[[ Input for this task open ]]
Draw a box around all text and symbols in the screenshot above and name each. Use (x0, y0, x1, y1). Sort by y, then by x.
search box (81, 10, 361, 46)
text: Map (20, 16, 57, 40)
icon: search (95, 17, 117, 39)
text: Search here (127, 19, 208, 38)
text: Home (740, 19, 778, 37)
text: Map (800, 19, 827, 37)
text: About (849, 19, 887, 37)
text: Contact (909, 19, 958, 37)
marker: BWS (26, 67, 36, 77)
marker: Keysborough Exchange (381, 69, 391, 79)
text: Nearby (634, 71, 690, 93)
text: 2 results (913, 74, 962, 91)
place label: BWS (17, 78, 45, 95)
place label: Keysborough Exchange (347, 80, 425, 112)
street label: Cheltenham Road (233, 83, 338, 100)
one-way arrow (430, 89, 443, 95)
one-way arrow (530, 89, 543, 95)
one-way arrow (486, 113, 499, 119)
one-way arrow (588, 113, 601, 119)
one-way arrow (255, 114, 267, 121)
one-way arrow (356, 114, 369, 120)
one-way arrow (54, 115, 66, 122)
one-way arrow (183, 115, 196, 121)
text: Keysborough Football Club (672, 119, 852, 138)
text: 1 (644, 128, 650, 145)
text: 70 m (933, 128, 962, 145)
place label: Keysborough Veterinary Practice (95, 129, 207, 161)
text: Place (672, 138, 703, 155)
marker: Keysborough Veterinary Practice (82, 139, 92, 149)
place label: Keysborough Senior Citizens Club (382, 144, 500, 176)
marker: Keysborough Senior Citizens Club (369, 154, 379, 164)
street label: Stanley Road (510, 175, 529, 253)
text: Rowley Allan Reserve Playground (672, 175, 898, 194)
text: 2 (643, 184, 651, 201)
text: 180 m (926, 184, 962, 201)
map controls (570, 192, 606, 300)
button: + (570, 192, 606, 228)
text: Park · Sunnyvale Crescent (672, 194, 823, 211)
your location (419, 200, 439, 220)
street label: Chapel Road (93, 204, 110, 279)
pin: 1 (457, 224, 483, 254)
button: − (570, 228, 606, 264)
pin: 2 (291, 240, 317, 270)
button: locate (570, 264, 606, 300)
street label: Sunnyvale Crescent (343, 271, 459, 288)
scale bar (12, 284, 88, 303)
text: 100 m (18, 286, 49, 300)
[[ Input for this task closed ]]
[Aim of the exercise] Return all of the above records exactly, leaving no line out.

[Answer to this exercise]
Draw a box around all text and symbols in the screenshot above and name each. Use (x0, y0, x1, y1). Sort by y, then by x.
search box (81, 10, 361, 46)
text: Map (20, 16, 57, 40)
icon: search (95, 17, 117, 39)
text: Search here (127, 19, 208, 38)
text: Home (740, 19, 778, 37)
text: Map (800, 19, 827, 37)
text: About (849, 19, 887, 37)
text: Contact (909, 19, 958, 37)
marker: BWS (26, 67, 36, 77)
marker: Keysborough Exchange (381, 69, 391, 79)
text: Nearby (634, 71, 690, 93)
text: 2 results (913, 74, 962, 91)
place label: BWS (17, 78, 45, 95)
place label: Keysborough Exchange (347, 80, 425, 112)
street label: Cheltenham Road (233, 83, 338, 100)
one-way arrow (430, 89, 443, 95)
one-way arrow (530, 89, 543, 95)
one-way arrow (486, 113, 499, 119)
one-way arrow (588, 113, 601, 119)
one-way arrow (255, 114, 267, 121)
one-way arrow (356, 114, 369, 120)
one-way arrow (54, 115, 66, 122)
one-way arrow (183, 115, 196, 121)
text: Keysborough Football Club (672, 119, 852, 138)
text: 1 (644, 128, 650, 145)
text: 70 m (933, 128, 962, 145)
place label: Keysborough Veterinary Practice (95, 129, 207, 161)
text: Place (672, 138, 703, 155)
marker: Keysborough Veterinary Practice (82, 139, 92, 149)
place label: Keysborough Senior Citizens Club (382, 144, 500, 176)
marker: Keysborough Senior Citizens Club (369, 154, 379, 164)
street label: Stanley Road (510, 175, 529, 253)
text: Rowley Allan Reserve Playground (672, 175, 898, 194)
text: 2 (643, 184, 651, 201)
text: 180 m (926, 184, 962, 201)
map controls (570, 192, 606, 300)
button: + (570, 192, 606, 228)
text: Park · Sunnyvale Crescent (672, 194, 823, 211)
your location (419, 200, 439, 220)
street label: Chapel Road (93, 204, 110, 279)
pin: 1 (457, 224, 483, 254)
button: − (570, 228, 606, 264)
pin: 2 (291, 240, 317, 270)
button: locate (570, 264, 606, 300)
street label: Sunnyvale Crescent (343, 271, 459, 288)
scale bar (12, 284, 88, 303)
text: 100 m (18, 286, 49, 300)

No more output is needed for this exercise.